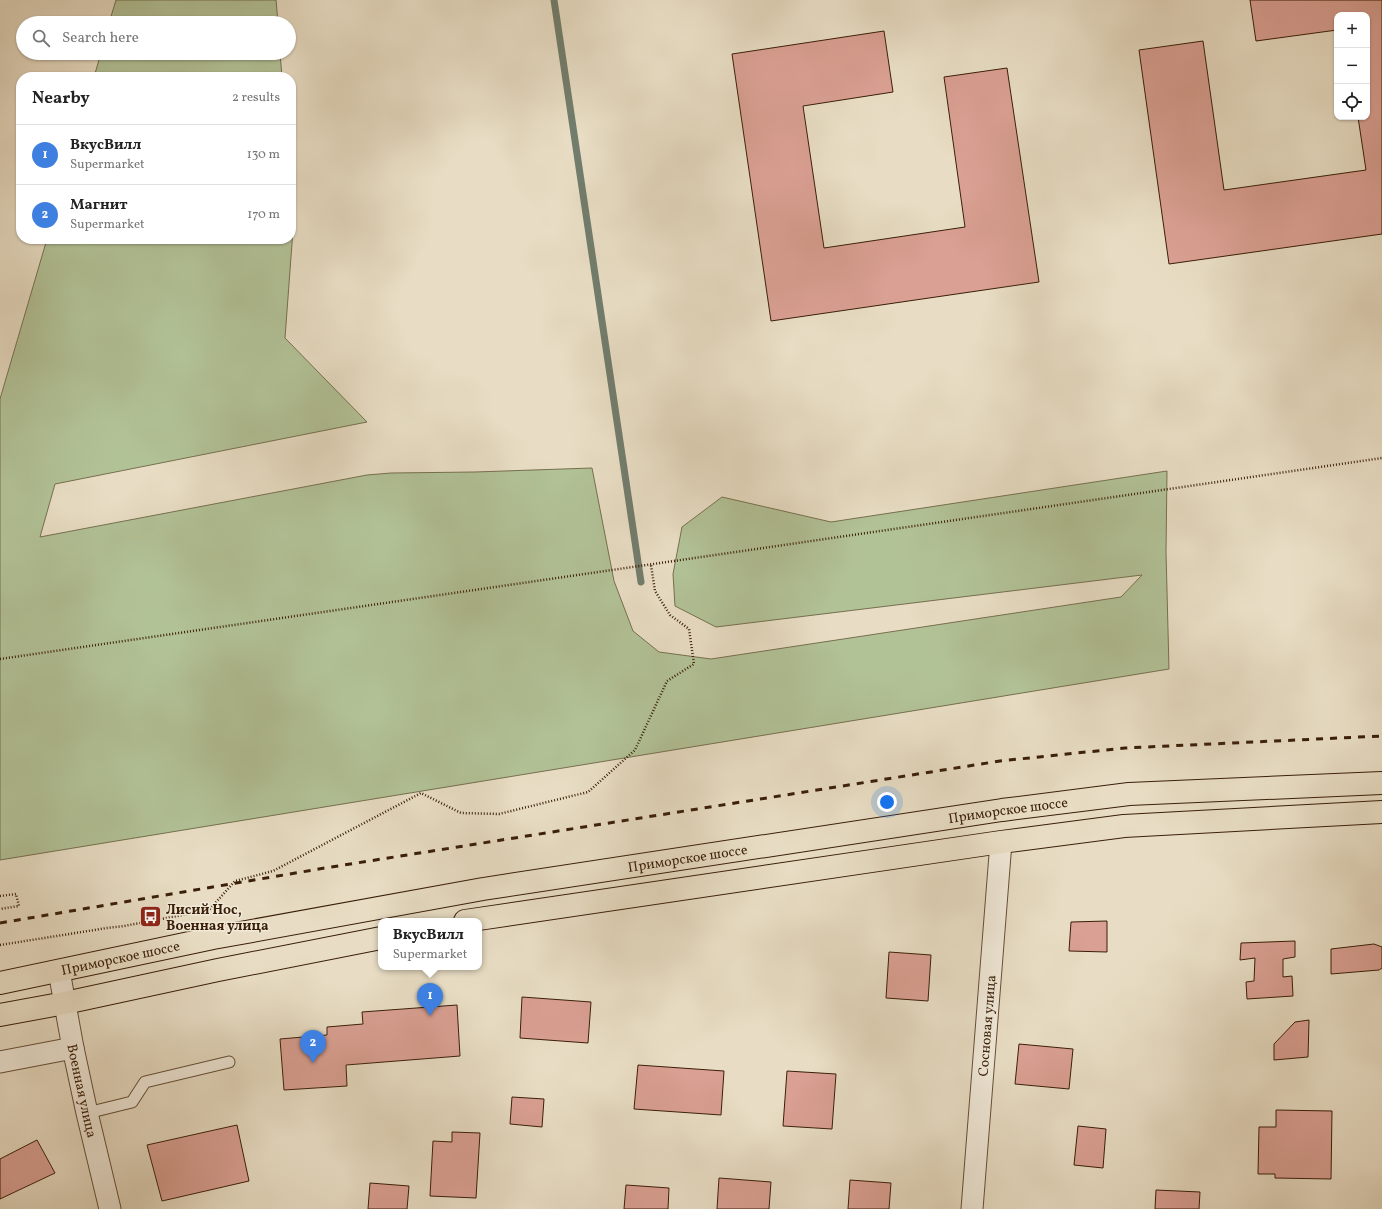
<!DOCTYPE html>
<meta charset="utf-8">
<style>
body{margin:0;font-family:Vollkorn,serif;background:#f6f6f6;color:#222}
.controls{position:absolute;right:12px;top:12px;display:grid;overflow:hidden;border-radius:8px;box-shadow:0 1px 3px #0004}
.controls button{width:36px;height:36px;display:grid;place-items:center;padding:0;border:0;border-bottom:1px solid #e0e0e0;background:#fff;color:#222;font:20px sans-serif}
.you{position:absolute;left:887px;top:802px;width:14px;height:14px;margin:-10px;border:3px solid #fff;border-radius:50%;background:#1a73e8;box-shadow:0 0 0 6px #1a73e833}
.badge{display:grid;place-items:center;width:26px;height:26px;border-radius:50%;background:#b45309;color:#fff;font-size:13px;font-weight:700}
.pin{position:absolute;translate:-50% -33px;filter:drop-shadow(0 1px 2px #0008)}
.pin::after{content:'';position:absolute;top:21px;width:14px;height:12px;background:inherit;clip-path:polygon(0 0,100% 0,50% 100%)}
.popup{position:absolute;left:378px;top:918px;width:104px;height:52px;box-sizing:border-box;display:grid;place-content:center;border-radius:8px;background:#fff;filter:drop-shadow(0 1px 3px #0005);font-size:13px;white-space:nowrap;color:#767676}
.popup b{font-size:15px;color:#222}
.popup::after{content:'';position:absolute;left:50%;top:100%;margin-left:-8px;border:8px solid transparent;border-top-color:#fff}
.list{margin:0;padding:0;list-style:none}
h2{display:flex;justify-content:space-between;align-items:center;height:52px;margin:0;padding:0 16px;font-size:17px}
h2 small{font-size:13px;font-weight:400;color:#767676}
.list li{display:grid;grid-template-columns:26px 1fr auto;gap:12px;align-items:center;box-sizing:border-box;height:60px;padding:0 16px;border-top:1px solid #e0e0e0}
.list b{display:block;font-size:15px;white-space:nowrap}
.list p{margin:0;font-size:13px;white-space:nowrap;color:#767676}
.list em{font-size:13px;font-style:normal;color:#767676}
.icon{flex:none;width:22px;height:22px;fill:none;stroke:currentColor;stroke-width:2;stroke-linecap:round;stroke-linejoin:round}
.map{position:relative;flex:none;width:1382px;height:1209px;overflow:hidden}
.search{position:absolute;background:#fff;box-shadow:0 1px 3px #0004;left:16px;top:16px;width:280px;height:44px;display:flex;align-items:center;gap:10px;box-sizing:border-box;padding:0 14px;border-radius:22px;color:#767676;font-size:15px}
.panel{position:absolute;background:#fff;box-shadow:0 1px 3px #0004;left:16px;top:72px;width:280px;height:172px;border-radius:16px}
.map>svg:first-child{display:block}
.green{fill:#b2c297;stroke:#767050}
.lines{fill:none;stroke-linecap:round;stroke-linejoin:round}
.stream{stroke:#727d6d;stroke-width:7}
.building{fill:#daa093;stroke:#3a1e08}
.lane-casing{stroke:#664e37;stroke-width:13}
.street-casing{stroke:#664e37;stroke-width:23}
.primary-casing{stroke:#3a1e08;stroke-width:24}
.path{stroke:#3a1e08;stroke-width:2.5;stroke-dasharray:1 2;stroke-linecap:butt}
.lane{stroke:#f0e9d9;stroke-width:11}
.street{stroke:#f0e9d9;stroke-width:21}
.primary{stroke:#e8ddc4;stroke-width:22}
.rail{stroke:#3a1e08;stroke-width:3;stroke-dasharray:7 7;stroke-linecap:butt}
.labels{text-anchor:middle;stroke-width:3;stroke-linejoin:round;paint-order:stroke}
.street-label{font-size:14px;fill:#3a1e08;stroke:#f0e9d9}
.poi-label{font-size:14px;font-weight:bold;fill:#3a1e08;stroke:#f0e9d9;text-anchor:start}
</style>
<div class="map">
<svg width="1382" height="1209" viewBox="0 0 1382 1209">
<rect width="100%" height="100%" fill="#e8ddc4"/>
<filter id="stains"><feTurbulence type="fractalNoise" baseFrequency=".005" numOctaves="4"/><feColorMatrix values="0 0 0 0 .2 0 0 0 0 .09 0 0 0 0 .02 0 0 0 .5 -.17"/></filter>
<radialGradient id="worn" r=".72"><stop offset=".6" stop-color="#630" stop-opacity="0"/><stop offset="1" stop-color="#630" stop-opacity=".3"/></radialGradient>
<path class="green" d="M116,0H276L278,23H109Z
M101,53H280L282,77H94Z
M291,203L293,230L285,338L367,422L55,484L40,537L367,475L391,473L475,472L592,468L614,581L633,631L659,652L711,659L1121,597L1142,575L716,627L675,606L673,574L682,527L722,497L831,522L1167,471L1166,552L1169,669L0,860V399L47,239H291Z"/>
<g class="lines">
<path class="stream" d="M554,0L641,582"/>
</g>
<path class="building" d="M1250,0H1382V234L1169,264L1139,50L1203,41L1224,190L1366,170L1358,117H1367V15H1337V30L1256,41Z
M884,31L893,92L803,106L824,248L965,227L944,77L1007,68L1039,282L771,321L732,54Z
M1107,921V952L1069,951L1071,922Z
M1295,941V957L1283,959V977L1292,976L1293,996L1247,999L1246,982L1254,981L1255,958L1240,960L1241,943Z
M1374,944L1382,947V968L1379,970L1331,974V949Z
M889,952L931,955L928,1001L886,998Z
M522,997L591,1002L588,1043L520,1038Z
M457,1005L460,1056L346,1065L347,1086L284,1090L280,1039L327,1035V1027L363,1024L362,1012Z
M1309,1020L1308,1057L1274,1060V1044L1295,1022Z
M1019,1044L1073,1049L1069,1089L1015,1084Z
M638,1065L724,1071L721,1115L634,1109Z
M787,1071L836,1074L832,1129L783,1126Z
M512,1097L544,1099L542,1127L510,1124Z
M1276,1110L1332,1111L1331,1179L1275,1178V1174H1258L1259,1127H1276Z
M237,1125L249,1181L162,1201L147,1145Z
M1078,1126L1106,1129L1103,1168L1074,1165Z
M452,1132L480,1133L476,1198L430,1196L433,1141L452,1142Z
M37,1140L55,1173L0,1199V1159Z
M719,1178L771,1182L769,1209H717Z
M850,1180L891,1183L889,1209H848Z
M370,1183L409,1186L407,1209H368Z
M626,1185L669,1188L668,1209H624Z
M1156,1190L1200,1192L1199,1209H1155Z"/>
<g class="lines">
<defs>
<path id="lane" d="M87,1113L132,1102L145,1082L229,1062"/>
<g id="street">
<path id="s1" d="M59,971L73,1048L87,1113L110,1209"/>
<path d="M0,1062L73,1048"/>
<path id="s2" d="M972,1209L1001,842"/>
</g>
<g id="primary">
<path d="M465,921L1001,842L1124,826L1382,812"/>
<path id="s3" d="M0,983L213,938L483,889L1002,810L1129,794L1382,783"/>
<path d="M0,1015L65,1003L218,970L381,938"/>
</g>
</defs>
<use href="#lane" class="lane-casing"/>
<use href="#street" class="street-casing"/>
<use href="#primary" class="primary-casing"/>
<path class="path" d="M0,659L1382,458
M0,896L16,894L19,906L0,909
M0,945L107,928L124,926L209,910L235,881L273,871L421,793L461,813L499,814L588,792L635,750L667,681L694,664L689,629L670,615L655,591L651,565"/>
<use href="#lane" class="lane"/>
<use href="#street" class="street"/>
<use href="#primary" class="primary"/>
<path class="rail" d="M0,923L325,868L1000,761L1125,748L1382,736"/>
</g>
<defs>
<symbol id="bus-square" viewBox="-11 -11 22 22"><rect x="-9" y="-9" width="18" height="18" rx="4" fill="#8f2418" stroke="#f0e9d9"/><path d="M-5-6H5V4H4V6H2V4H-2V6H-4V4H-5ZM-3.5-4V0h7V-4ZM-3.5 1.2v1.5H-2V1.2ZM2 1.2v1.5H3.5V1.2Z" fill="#fff"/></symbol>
</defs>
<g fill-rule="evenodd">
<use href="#bus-square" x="138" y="904" width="25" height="25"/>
</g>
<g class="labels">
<g class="street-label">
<text dy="5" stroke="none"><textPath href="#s3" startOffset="1023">Приморское шоссе</textPath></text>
<text dy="5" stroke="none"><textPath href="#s3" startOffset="699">Приморское шоссе</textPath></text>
<text dy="5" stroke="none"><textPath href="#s3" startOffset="123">Приморское шоссе</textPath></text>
<text dy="5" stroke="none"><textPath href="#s2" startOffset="184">Сосновая улица</textPath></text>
<text dy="5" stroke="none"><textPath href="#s1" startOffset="122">Военная улица</textPath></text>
</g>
<g class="poi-label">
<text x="166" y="914">Лисий Нос,<tspan x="166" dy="16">Военная улица</tspan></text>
</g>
</g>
<rect width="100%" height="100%" filter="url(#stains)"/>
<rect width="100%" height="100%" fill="url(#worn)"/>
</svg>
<div class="controls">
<button>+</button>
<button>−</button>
<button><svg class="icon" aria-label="locate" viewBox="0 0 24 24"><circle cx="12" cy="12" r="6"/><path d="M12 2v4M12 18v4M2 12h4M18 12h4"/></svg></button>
</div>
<div class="you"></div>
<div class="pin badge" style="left:430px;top:1016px;background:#3f7fe0">1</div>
<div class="popup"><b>ВкусВилл</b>Supermarket</div>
<div class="pin badge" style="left:313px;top:1063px;background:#3f7fe0">2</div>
<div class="search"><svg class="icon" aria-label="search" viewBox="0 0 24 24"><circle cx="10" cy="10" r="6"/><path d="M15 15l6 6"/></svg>Search here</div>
<section class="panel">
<h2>Nearby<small>2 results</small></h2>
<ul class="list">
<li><span class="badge" style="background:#3f7fe0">1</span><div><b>ВкусВилл</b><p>Supermarket</p></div><em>130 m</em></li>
<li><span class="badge" style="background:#3f7fe0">2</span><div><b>Магнит</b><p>Supermarket</p></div><em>170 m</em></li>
</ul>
</section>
</div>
##############################
# WORK TO COMPLETE
The line containing "<button>+</button>" and every line after it, through the end of the records above: output exactly those, and nothing else.

# SOLUTION TO THE EXERCISE
<button>+</button>
<button>−</button>
<button><svg class="icon" aria-label="locate" viewBox="0 0 24 24"><circle cx="12" cy="12" r="6"/><path d="M12 2v4M12 18v4M2 12h4M18 12h4"/></svg></button>
</div>
<div class="you"></div>
<div class="pin badge" style="left:430px;top:1016px;background:#3f7fe0">1</div>
<div class="popup"><b>ВкусВилл</b>Supermarket</div>
<div class="pin badge" style="left:313px;top:1063px;background:#3f7fe0">2</div>
<div class="search"><svg class="icon" aria-label="search" viewBox="0 0 24 24"><circle cx="10" cy="10" r="6"/><path d="M15 15l6 6"/></svg>Search here</div>
<section class="panel">
<h2>Nearby<small>2 results</small></h2>
<ul class="list">
<li><span class="badge" style="background:#3f7fe0">1</span><div><b>ВкусВилл</b><p>Supermarket</p></div><em>130 m</em></li>
<li><span class="badge" style="background:#3f7fe0">2</span><div><b>Магнит</b><p>Supermarket</p></div><em>170 m</em></li>
</ul>
</section>
</div>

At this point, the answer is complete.